With no ADR input and with the wheels not on ground, the valve closes. Also note the loop labeled "self maintained", which is a latch that enables keeping the valve opened with the lever up but still below 280 kts (speed input needed).

Now onto the nose wheel steering (NWS): its hydraulics come via the same line as shown above/below, and so it too would be shut off. Also as shown above, the gravity extension shuts off the hydraulic supply regardless of wheels on ground.

enter image description here
A330 FCOM; purple highlight added

Also worth mentioning: NWS also requires the nose wheel doors to be closed, which weren't in this case because of the alternate extension, but that's a secondary reason after the "cut out valve".

Of note: an automatic selector switches to the Blue hydraulic system for braking if there is low Green pressure reaching there. Blue braking remains active in-flight with the lever up (FCOM § 1.32.30).
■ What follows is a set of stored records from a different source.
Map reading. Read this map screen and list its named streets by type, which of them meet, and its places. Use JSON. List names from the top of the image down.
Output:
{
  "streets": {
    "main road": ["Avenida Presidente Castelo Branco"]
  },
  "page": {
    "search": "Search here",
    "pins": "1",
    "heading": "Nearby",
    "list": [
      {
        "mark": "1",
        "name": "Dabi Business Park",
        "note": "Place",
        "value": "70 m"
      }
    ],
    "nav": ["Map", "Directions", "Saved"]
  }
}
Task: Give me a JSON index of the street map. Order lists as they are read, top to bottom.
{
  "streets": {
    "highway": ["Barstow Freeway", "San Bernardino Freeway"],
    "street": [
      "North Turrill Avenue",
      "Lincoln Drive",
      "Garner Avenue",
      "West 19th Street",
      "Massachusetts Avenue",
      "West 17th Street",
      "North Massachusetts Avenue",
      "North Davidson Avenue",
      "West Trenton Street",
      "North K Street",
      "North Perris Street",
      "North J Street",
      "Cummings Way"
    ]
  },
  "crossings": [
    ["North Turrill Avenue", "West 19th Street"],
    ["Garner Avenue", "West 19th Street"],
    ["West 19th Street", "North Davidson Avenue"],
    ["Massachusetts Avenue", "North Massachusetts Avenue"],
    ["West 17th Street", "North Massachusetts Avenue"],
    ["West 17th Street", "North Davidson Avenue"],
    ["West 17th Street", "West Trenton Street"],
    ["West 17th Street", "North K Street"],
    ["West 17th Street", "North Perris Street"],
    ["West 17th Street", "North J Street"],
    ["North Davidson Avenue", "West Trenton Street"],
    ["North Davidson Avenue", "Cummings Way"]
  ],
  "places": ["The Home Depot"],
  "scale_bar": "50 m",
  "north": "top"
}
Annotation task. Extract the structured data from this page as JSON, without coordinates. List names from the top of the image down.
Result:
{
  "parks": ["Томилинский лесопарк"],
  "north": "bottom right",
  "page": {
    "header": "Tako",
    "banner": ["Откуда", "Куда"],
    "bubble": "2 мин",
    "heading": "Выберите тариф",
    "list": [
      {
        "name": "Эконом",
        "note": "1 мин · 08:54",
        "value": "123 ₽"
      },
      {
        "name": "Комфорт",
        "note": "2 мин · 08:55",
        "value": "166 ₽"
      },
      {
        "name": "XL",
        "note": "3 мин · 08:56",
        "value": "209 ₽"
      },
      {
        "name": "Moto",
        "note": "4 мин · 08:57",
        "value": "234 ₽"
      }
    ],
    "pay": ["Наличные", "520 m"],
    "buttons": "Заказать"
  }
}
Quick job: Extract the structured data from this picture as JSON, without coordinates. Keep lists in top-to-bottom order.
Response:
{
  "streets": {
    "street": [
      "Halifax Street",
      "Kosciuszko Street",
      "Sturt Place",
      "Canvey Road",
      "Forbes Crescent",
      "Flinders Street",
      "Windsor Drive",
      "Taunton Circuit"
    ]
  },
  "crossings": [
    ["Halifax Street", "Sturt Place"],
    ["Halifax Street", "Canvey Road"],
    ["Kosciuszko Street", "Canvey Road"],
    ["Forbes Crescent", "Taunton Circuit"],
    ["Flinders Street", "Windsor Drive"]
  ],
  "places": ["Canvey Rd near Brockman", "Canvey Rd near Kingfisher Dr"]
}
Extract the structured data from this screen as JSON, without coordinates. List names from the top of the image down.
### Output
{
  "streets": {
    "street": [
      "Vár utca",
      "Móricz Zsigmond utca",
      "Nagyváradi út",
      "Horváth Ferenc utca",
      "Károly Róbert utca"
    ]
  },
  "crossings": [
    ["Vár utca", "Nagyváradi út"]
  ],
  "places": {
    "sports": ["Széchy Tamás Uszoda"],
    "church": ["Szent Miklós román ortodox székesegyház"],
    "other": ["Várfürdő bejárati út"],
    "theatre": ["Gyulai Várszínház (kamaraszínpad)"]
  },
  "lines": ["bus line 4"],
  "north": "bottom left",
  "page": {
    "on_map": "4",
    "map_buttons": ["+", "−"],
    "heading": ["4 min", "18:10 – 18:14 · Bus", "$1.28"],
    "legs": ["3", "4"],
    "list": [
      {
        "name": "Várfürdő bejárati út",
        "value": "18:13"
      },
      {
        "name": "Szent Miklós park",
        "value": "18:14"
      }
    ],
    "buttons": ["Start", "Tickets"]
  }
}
The safety valve (see this other topic where @OSUZorba explains its uses) is already operated by two systems for redundancy, where only one ADR is needed as shown above. ADR 1+2+3 failure was deemed too remote there isn't even an ECAM message for it, and the QRH is used instead (FCTM § 8.90).

An override in theory can be designed, but it doesn't exist, and I can't speak for the A330's certification/design program.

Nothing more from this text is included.